Introduction
I am into bouldering and would like to do a project using AI for coaching.
Pre-Stage
Training Video Collection
Scape youtube video of bouldering Search by names: Janja, Ai Mori
Download youtube video: https://www.youtube.com/shorts/m4b0uDBh4nE use iMyFone TopClipper (no good)
Video Editing to remove head and tail. CapCut or Microsoft Clipchamp
Pose Detection
利用 mediapipe 做 pose detection.
轉 3D
應用
- Video segmentation
- Video pose language: Label flagging, cross-over, rock-over, …
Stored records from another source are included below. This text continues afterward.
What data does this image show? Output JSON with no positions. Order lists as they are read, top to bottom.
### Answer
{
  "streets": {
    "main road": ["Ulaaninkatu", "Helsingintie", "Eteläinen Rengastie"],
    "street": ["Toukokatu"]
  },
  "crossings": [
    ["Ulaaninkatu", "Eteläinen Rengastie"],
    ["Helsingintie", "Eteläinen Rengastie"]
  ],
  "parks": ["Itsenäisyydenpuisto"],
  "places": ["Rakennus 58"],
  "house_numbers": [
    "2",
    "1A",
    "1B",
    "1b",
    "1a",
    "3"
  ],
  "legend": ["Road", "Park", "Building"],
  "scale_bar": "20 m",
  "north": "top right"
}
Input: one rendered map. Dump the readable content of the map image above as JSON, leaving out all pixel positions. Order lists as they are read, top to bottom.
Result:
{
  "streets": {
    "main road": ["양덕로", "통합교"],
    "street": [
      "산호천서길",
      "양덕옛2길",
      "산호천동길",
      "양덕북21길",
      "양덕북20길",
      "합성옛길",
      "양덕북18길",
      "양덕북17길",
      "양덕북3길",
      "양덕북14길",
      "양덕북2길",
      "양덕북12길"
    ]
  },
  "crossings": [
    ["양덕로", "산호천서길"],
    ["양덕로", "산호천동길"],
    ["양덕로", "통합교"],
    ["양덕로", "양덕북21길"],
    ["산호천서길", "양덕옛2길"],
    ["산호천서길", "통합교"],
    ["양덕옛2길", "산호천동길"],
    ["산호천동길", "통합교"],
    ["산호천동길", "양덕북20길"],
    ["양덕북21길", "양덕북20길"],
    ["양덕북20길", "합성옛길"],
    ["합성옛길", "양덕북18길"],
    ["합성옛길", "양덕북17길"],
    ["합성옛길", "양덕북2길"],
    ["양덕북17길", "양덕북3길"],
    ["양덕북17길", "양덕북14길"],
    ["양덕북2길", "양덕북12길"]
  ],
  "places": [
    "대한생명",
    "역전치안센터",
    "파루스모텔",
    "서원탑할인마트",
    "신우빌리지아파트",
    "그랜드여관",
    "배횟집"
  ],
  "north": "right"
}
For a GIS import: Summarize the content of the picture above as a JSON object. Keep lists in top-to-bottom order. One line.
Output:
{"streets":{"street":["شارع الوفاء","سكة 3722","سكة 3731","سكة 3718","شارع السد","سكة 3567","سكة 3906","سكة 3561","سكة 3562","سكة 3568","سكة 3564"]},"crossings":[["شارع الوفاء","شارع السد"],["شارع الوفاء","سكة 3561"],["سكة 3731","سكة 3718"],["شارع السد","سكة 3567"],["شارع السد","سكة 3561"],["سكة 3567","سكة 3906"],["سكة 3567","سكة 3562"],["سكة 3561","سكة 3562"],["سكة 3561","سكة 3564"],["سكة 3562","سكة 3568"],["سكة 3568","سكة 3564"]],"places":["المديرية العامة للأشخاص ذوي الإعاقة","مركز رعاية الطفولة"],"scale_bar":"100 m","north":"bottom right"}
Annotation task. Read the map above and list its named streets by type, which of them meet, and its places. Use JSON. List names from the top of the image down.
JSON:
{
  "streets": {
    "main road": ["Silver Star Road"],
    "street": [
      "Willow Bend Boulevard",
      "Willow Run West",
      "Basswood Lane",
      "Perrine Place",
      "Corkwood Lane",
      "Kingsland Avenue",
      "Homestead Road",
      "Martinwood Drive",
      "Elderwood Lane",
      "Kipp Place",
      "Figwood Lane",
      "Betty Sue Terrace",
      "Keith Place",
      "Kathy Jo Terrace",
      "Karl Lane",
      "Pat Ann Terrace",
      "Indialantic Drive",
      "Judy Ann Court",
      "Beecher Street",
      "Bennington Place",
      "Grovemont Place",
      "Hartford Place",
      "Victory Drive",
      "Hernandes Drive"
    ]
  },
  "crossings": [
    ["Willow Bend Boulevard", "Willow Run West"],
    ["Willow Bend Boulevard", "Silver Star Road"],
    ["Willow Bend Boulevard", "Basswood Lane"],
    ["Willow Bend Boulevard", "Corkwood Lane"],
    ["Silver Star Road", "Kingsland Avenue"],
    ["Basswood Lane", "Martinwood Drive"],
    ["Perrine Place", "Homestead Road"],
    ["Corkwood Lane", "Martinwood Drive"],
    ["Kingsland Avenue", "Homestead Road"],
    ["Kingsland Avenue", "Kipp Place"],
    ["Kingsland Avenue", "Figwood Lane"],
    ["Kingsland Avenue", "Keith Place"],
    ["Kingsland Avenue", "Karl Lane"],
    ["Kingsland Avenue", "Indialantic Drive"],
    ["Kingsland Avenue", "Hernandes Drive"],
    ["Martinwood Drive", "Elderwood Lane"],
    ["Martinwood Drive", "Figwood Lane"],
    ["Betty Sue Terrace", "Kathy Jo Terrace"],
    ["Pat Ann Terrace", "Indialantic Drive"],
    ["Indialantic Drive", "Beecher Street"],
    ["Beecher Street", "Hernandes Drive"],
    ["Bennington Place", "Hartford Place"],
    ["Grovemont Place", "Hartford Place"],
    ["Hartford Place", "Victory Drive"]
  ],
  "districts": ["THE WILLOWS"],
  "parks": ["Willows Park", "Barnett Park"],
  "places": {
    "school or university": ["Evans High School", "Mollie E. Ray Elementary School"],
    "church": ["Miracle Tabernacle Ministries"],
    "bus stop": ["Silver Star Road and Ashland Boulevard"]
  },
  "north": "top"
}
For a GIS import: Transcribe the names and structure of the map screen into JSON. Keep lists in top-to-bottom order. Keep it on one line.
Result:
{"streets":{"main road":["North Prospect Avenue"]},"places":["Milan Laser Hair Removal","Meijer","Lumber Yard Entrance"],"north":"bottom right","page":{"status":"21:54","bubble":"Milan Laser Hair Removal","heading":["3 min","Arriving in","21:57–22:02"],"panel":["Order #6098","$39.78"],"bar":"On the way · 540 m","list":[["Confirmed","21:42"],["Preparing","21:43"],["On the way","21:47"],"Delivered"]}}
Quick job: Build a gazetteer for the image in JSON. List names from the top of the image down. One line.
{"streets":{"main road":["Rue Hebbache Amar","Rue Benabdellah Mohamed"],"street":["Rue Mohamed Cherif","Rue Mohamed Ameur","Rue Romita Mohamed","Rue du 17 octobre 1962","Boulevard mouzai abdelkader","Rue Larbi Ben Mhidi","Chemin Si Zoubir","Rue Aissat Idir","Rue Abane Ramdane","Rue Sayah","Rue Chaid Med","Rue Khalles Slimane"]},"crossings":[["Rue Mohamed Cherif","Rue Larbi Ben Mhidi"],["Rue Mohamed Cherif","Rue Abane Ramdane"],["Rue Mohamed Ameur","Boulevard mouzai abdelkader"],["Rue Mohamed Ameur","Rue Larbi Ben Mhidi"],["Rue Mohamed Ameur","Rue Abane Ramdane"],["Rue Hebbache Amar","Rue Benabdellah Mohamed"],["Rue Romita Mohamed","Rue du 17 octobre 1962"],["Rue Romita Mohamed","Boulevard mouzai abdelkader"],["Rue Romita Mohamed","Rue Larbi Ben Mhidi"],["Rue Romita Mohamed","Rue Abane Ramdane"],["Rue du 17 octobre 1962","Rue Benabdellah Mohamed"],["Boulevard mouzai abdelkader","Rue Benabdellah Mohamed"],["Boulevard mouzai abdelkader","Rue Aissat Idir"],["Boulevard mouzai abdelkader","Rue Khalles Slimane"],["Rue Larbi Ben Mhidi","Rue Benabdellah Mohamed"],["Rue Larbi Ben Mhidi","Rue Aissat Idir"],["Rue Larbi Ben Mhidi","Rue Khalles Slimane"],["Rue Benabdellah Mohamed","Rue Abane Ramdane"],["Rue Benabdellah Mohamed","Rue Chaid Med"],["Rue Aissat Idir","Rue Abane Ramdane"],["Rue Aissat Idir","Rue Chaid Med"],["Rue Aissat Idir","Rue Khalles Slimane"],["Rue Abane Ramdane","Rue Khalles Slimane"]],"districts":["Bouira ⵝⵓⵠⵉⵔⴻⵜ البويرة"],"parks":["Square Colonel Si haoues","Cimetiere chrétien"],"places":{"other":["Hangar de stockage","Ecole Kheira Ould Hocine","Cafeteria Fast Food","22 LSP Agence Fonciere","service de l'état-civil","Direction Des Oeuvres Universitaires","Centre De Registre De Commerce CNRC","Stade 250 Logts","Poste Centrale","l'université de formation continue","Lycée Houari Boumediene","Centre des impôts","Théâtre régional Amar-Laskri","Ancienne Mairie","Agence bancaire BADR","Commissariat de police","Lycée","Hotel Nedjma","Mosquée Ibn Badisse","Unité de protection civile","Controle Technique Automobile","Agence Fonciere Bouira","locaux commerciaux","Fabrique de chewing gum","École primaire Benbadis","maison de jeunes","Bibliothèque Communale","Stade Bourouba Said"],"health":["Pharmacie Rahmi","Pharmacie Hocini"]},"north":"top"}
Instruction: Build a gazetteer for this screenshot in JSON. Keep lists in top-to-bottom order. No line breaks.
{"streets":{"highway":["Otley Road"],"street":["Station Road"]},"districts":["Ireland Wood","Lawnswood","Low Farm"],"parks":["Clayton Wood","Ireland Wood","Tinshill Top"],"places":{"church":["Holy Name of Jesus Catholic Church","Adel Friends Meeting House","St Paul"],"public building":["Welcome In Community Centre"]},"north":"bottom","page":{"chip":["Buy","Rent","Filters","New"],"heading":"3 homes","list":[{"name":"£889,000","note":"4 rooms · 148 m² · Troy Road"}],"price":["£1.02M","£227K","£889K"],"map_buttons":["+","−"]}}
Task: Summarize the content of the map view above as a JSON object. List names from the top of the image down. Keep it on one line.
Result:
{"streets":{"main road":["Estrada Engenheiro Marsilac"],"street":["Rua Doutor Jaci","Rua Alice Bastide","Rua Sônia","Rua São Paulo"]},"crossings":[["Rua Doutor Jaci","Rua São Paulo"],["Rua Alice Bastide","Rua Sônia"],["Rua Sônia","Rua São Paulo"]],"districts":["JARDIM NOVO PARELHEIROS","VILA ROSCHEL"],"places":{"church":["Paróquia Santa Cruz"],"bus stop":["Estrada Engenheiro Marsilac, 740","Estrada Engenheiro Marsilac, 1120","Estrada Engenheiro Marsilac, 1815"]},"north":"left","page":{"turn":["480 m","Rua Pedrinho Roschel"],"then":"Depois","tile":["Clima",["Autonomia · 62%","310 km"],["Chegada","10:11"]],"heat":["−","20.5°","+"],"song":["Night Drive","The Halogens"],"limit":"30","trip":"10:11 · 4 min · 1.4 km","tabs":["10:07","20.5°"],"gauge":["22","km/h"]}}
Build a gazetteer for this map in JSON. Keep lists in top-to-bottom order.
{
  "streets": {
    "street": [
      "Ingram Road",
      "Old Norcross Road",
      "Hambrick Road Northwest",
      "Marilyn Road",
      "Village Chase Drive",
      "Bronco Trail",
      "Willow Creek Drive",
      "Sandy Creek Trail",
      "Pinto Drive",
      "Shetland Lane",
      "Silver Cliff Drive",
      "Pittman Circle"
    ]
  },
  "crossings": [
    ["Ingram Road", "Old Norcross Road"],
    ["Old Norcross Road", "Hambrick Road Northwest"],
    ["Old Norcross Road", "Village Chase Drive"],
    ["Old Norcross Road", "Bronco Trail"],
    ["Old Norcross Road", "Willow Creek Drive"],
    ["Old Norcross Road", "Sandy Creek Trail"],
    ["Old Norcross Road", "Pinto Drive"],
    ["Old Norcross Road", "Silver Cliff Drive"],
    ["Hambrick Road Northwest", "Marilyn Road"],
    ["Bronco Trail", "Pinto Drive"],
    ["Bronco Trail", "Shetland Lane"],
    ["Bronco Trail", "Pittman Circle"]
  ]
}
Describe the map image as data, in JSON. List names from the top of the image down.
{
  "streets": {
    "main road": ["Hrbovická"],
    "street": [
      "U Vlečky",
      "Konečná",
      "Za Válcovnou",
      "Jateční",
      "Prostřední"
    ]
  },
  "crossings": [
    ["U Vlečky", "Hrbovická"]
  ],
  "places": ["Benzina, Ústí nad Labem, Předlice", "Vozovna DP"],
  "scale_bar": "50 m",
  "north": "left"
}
Stage 1: MediaPipe - 2D Keypoints
Stage 2: MMPose - 2D Keypoints
Stage 4: VGGT - MoVieS
Stage 3: MMPose - 3D Keypoints
First MMDetection, 首先做 object detection (YOLOX-S). 再直接做 3D keypoints / pose detection (rtmpose model). 從 3D keypoints in camera space 再轉成 2D keypoints 也做 2D pixel coordinate overlay!
flowchart TD
%% Step 1: Detection
A[Full Image] --> B[Detection YOLOX-S / RTMDet-tiny]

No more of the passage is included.